The coordinate reference system of these landmark coordinates is ETRS89 / UTM zone 31N which is referenced in the EPSG database as EPSG:25831.

.. sourcecode:: pycon

  >>> from fiona.crs import from_epsg
  >>> landmarks_crs = from_epsg(25831)

An appropriate driver could be:

.. sourcecode:: pycon

  >>> output_driver = "GeoJSON"

Having specified schema, crs and driver, we are ready to open a file for writing our record:

.. sourcecode:: pycon

  >>> with fiona.open(
  ...         '/tmp/foo.geojson',
  ...         'w',
  ...         driver=output_driver,
  ...         crs=landmarks_crs,
  ...         schema=landmarks_schema) as c:
  ...     c.write(eiffel_tower)
  ...

  >>> import pprint
  >>> with fiona.open('/tmp/foo.geojson') as source:
  ...   for record in source:
  ...     pprint.pprint(record)
  {'geometry': {'coordinates': (448252.0, 5411935.0), 'type': 'Point'},
   'id': '0',
   'properties': OrderedDict([('name', 'Eiffel Tower'),
                              ('height', 300.01),
                              ('view', 'scenic'),
                              ('year', 1889)]),
   'type': 'Feature'}

Ordering Record Fields
......................

Beginning with Fiona 1.0.1, the 'properties' item of :py:func:`fiona.open`'s
'schema' keyword argument may be an ordered dict or a list of (key, value)
pairs, specifying an ordering that carries into written files. If an ordinary
dict is given, the ordering is determined by the output of that dict's
:py:func:`~items` method.

For example, since

.. sourcecode:: pycon
  
  >>> {'bar': 'int', 'foo': 'str'}.keys()
  ['foo', 'bar']

a schema of ``{'properties': {'bar': 'int', 'foo': 'str'}}`` will produce
a shapefile where the first field is 'foo' and the second field is 'bar'. If
you want 'bar' to be the first field, you must use a list of property items

.. sourcecode:: python

  c = fiona.open(
      '/tmp/file.shp', 
      'w', 
      schema={'properties': [('bar', 'int'), ('foo', 'str')], ...},
      ... )

or an ordered dict.

.. sourcecode:: python

  from collections import OrderedDict

  schema_props = OrderedDict([('bar', 'int'), ('foo', 'str')])

  c = fiona.open(
      '/tmp/file.shp', 
      'w', 
      schema={'properties': schema_props, ...},
      ... )


Coordinates and Geometry Types
------------------------------

If you write 3D coordinates, ones having (x, y, z) tuples, to a 2D file
('Point' schema geometry, for example) the z values will be lost.

If you write 2D coordinates, ones having only (x, y) tuples, to a 3D file ('3D
Point' schema geometry, for example) a default z value of 0 will be provided.


Advanced Topics
===============

OGR configuration options
-------------------------

GDAL/OGR has a large number of features that are controlled by global or
thread-local configuration options.

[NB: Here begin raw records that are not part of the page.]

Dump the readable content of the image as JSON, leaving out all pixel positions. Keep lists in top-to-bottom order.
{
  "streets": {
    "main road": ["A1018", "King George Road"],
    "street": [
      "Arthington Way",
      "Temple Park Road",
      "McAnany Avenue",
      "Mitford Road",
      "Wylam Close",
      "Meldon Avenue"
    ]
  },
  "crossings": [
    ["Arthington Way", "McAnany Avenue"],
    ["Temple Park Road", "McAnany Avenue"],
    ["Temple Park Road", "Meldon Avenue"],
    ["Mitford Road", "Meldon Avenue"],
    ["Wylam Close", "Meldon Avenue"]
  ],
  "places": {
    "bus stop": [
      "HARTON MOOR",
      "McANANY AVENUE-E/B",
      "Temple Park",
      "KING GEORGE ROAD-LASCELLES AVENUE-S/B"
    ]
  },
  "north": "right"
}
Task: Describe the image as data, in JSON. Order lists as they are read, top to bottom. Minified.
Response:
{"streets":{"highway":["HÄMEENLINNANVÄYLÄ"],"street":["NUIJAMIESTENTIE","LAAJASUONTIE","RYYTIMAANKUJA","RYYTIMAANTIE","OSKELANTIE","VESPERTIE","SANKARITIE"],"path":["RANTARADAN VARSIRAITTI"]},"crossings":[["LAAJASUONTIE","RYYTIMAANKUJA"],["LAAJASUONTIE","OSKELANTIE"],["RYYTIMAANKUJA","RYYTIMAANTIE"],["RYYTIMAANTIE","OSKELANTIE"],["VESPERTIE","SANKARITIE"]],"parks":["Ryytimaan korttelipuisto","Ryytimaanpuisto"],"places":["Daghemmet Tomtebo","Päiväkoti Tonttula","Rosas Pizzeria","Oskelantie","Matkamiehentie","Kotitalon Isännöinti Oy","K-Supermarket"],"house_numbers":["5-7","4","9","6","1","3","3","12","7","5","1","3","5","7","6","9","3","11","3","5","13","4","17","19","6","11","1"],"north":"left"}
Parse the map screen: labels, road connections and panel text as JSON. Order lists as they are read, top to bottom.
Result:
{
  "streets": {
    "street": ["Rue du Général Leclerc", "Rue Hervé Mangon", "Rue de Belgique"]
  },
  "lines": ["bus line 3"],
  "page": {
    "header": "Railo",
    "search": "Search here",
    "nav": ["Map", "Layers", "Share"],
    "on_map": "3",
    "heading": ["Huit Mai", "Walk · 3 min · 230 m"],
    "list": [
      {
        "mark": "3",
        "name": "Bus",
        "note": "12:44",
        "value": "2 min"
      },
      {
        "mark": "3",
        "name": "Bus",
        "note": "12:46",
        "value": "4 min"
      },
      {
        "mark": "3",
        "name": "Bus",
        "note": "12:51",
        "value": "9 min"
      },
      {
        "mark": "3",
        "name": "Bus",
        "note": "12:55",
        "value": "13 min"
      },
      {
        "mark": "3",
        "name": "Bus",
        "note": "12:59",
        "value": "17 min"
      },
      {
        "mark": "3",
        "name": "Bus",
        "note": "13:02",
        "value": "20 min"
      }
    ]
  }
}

Fiona allows you to configure these options
using a context manager, ``fiona.Env``. This class's constructor takes GDAL/OGR
configuration options as keyword arguments. To see debugging information from
GDAL/OGR, for example, you may do the following.

.. sourcecode:: python

    import logging

    import fiona


    logging.basicConfig(level=logging.DEBUG)

    with fiona.Env(CPL_DEBUG=True):
        fiona.open('tests/data/coutwildrnp.shp')

The following extra messages will appear in the Python logger's output.::

    DEBUG:fiona._env:CPLE_None in GNM: GNMRegisterAllInternal
    DEBUG:fiona._env:CPLE_None in GNM: RegisterGNMFile
    DEBUG:fiona._env:CPLE_None in GNM: RegisterGNMdatabase
    DEBUG:fiona._env:CPLE_None in GNM: GNMRegisterAllInternal
    DEBUG:fiona._env:CPLE_None in GNM: RegisterGNMFile
    DEBUG:fiona._env:CPLE_None in GNM: RegisterGNMdatabase
    DEBUG:fiona._env:CPLE_None in GDAL: GDALOpen(tests/data/coutwildrnp.shp, this=0x1683930) succeeds as ESRI Shapefile.

If you call ``fiona.open()`` with no surrounding ``Env`` environment, one will
be created for you.

When your program exits the environent's with block the configuration reverts
to its previous state. 

Cloud storage credentials
-------------------------

One of the most important uses of ``fiona.Env`` is to set credentials for
accessing data stored in AWS S3 or another cloud storage system.

.. sourcecode:: python

        from fiona.session import AWSSession
        import fiona

        with fiona.Env(
            session=AWSession(
                aws_access_key_id="key",
                aws_secret_access_key="secret",
            )
        ):
            fiona.open("zip+s3://example-bucket/example.zip")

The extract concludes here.